:: THE DATA ::

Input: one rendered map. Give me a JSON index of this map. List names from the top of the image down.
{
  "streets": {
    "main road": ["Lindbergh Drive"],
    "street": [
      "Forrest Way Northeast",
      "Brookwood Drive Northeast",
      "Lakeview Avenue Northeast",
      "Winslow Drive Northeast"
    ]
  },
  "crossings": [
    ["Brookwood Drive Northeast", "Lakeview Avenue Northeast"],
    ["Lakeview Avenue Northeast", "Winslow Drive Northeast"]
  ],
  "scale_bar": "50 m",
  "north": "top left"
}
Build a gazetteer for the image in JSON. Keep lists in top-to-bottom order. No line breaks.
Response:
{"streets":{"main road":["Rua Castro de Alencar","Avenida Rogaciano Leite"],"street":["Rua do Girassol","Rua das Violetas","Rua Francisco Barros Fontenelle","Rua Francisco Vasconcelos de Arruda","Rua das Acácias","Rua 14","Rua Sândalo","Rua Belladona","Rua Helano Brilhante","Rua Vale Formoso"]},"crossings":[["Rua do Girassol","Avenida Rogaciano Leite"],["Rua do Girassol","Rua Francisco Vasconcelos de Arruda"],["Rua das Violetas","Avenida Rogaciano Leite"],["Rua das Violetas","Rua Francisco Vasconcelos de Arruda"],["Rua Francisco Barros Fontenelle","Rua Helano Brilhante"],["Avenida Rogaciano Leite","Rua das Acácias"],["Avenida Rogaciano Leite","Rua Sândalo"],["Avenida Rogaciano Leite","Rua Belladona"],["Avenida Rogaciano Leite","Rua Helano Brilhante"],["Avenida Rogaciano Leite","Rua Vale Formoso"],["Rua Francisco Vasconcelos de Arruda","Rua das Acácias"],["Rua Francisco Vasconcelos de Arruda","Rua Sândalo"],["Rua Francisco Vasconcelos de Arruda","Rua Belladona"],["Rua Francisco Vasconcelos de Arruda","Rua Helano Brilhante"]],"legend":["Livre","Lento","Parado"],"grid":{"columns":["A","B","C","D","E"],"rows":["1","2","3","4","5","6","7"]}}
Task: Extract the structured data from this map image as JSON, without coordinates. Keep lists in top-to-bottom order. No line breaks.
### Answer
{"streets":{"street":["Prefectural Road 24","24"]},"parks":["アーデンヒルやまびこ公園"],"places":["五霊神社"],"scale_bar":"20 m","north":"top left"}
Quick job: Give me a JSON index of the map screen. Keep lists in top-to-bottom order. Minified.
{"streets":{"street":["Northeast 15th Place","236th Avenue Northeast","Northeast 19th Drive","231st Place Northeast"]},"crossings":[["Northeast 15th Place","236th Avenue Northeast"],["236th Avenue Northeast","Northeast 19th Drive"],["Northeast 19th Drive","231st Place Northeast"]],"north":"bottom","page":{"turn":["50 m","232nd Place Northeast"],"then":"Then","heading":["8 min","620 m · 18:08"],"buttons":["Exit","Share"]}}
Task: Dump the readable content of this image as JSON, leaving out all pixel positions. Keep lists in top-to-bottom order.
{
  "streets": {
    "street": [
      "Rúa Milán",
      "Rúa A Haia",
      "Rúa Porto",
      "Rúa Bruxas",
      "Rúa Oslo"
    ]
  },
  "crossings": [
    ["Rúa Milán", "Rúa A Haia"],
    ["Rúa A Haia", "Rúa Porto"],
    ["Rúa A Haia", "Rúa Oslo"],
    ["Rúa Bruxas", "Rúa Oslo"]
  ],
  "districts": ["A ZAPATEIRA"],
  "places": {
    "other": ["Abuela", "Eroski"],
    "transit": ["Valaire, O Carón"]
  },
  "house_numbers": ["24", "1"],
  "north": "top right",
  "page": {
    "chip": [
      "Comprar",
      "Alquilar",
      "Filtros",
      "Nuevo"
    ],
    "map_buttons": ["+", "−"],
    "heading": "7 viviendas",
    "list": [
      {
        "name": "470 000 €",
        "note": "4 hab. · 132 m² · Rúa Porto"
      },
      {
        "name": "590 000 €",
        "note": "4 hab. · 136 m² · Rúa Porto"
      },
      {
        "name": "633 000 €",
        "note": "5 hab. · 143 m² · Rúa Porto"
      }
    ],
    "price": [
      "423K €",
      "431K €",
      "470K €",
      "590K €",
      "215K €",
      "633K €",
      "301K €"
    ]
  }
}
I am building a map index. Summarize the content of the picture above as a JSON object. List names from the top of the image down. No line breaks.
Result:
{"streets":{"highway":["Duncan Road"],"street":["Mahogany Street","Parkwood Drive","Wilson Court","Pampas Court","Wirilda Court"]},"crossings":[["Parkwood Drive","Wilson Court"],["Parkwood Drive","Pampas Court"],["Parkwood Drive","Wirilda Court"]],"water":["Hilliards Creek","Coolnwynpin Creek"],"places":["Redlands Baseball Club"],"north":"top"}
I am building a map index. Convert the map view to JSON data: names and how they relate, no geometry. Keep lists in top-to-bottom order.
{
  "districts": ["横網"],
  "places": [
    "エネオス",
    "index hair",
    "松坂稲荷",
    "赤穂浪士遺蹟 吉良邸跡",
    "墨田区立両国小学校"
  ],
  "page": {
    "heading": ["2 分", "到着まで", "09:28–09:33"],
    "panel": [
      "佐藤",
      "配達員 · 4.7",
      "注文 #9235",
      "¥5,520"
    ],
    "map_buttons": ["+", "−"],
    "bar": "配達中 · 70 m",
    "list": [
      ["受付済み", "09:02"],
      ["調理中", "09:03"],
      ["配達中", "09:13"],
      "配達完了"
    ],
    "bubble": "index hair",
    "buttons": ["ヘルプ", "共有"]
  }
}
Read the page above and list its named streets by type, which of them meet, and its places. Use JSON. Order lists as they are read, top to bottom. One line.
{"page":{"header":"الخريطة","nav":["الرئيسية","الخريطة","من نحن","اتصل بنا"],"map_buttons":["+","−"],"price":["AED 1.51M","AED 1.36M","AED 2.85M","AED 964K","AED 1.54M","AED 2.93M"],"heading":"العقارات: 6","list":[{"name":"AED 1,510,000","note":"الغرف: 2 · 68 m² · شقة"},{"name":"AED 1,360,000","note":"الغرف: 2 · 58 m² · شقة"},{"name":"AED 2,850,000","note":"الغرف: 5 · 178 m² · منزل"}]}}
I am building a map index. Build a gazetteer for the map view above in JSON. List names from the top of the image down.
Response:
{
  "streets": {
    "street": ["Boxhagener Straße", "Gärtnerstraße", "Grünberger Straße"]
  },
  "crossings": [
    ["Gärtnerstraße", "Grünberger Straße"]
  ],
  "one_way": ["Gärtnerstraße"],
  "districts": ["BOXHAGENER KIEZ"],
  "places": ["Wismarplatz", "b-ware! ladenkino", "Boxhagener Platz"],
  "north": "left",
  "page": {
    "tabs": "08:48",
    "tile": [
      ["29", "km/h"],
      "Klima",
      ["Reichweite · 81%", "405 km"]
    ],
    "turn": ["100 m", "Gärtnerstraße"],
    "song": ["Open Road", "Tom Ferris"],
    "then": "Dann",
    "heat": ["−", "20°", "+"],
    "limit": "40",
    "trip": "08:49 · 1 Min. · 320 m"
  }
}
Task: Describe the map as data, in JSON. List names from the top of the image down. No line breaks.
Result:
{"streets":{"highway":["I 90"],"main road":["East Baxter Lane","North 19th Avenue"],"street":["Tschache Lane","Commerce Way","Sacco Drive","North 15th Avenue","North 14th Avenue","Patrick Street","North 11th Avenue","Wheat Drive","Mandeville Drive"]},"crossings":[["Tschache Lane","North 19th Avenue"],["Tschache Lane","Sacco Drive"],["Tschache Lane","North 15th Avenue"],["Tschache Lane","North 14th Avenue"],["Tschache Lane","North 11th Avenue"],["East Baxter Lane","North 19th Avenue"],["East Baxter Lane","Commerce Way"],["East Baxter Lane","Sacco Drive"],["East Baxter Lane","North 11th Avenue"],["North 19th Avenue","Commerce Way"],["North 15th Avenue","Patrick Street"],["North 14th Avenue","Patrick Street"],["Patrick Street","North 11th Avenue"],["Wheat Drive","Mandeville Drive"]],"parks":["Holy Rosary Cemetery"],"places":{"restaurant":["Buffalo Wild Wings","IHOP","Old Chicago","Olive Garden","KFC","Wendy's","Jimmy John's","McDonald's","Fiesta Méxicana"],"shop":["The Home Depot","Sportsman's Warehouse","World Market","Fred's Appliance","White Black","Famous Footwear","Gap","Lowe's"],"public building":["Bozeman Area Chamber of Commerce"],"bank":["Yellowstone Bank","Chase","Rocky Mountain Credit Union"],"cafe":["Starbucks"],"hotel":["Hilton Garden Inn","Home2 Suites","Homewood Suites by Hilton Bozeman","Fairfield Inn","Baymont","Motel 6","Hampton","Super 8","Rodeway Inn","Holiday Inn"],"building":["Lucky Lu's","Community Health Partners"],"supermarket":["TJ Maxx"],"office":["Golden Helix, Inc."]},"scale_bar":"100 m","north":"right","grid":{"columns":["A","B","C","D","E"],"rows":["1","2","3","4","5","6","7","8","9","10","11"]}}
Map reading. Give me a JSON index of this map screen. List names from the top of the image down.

:::

▶ **ACTIVITY**
Retype the records above from the very first line down to the line with "Build a gazetteer for the image", keeping both of those lines. Include nothing beyond them.

▶ **RESULT BELOW**
Input: one rendered map. Give me a JSON index of this map. List names from the top of the image down.
{
  "streets": {
    "main road": ["Lindbergh Drive"],
    "street": [
      "Forrest Way Northeast",
      "Brookwood Drive Northeast",
      "Lakeview Avenue Northeast",
      "Winslow Drive Northeast"
    ]
  },
  "crossings": [
    ["Brookwood Drive Northeast", "Lakeview Avenue Northeast"],
    ["Lakeview Avenue Northeast", "Winslow Drive Northeast"]
  ],
  "scale_bar": "50 m",
  "north": "top left"
}
Build a gazetteer for the image in JSON. Keep lists in top-to-bottom order. No line breaks.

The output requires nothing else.